Top of The data

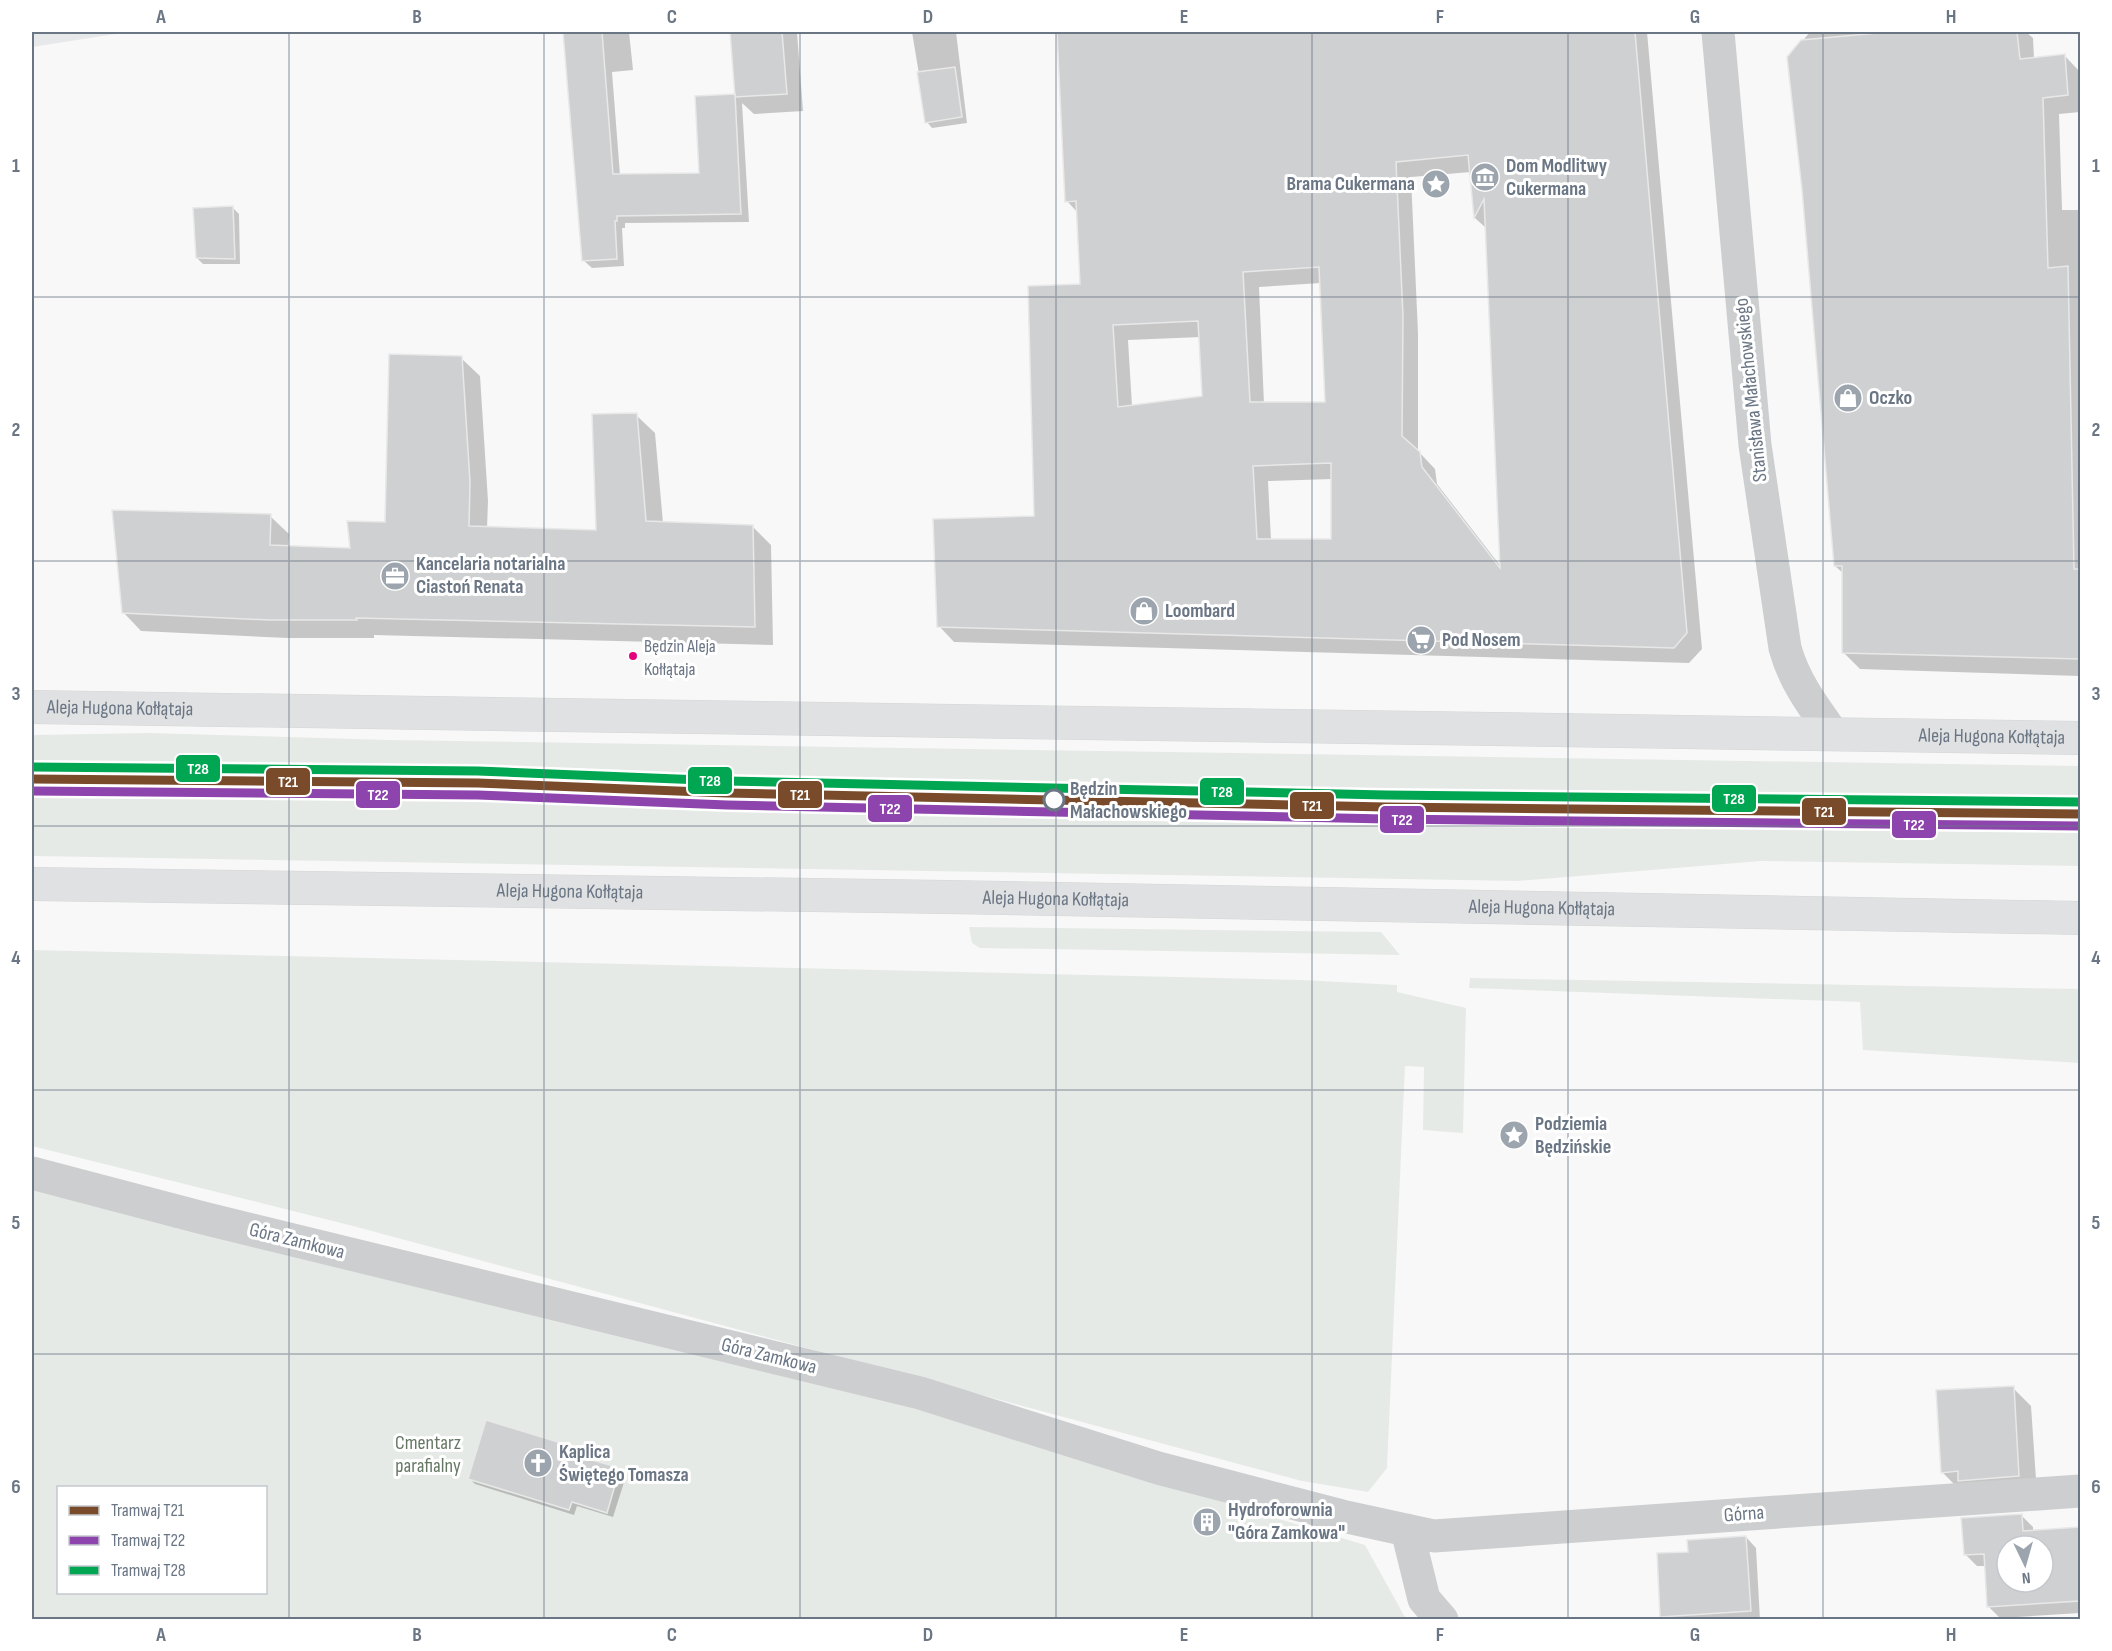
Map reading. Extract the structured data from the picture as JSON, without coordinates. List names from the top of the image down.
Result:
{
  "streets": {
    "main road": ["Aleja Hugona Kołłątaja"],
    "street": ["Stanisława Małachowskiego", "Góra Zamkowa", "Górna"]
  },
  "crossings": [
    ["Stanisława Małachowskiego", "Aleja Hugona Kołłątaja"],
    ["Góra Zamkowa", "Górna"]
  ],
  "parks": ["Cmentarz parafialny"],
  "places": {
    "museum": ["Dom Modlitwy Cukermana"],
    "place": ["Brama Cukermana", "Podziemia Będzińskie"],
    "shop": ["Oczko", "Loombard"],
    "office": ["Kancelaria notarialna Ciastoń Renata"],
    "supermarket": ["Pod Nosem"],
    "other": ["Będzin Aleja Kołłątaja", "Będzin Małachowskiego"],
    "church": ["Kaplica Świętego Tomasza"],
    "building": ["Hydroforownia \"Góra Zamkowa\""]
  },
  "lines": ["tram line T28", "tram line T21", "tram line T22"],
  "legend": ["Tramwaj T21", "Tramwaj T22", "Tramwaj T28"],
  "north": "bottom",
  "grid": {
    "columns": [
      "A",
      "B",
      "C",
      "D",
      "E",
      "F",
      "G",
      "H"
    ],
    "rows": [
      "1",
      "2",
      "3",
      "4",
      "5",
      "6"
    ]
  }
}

Bottom of The data

Your answer must be the full listing, word for word, minus any images.

Map reading. Extract the structured data from the picture as JSON, without coordinates. List names from the top of the image down.
Result:
{
  "streets": {
    "main road": ["Aleja Hugona Kołłątaja"],
    "street": ["Stanisława Małachowskiego", "Góra Zamkowa", "Górna"]
  },
  "crossings": [
    ["Stanisława Małachowskiego", "Aleja Hugona Kołłątaja"],
    ["Góra Zamkowa", "Górna"]
  ],
  "parks": ["Cmentarz parafialny"],
  "places": {
    "museum": ["Dom Modlitwy Cukermana"],
    "place": ["Brama Cukermana", "Podziemia Będzińskie"],
    "shop": ["Oczko", "Loombard"],
    "office": ["Kancelaria notarialna Ciastoń Renata"],
    "supermarket": ["Pod Nosem"],
    "other": ["Będzin Aleja Kołłątaja", "Będzin Małachowskiego"],
    "church": ["Kaplica Świętego Tomasza"],
    "building": ["Hydroforownia \"Góra Zamkowa\""]
  },
  "lines": ["tram line T28", "tram line T21", "tram line T22"],
  "legend": ["Tramwaj T21", "Tramwaj T22", "Tramwaj T28"],
  "north": "bottom",
  "grid": {
    "columns": [
      "A",
      "B",
      "C",
      "D",
      "E",
      "F",
      "G",
      "H"
    ],
    "rows": [
      "1",
      "2",
      "3",
      "4",
      "5",
      "6"
    ]
  }
}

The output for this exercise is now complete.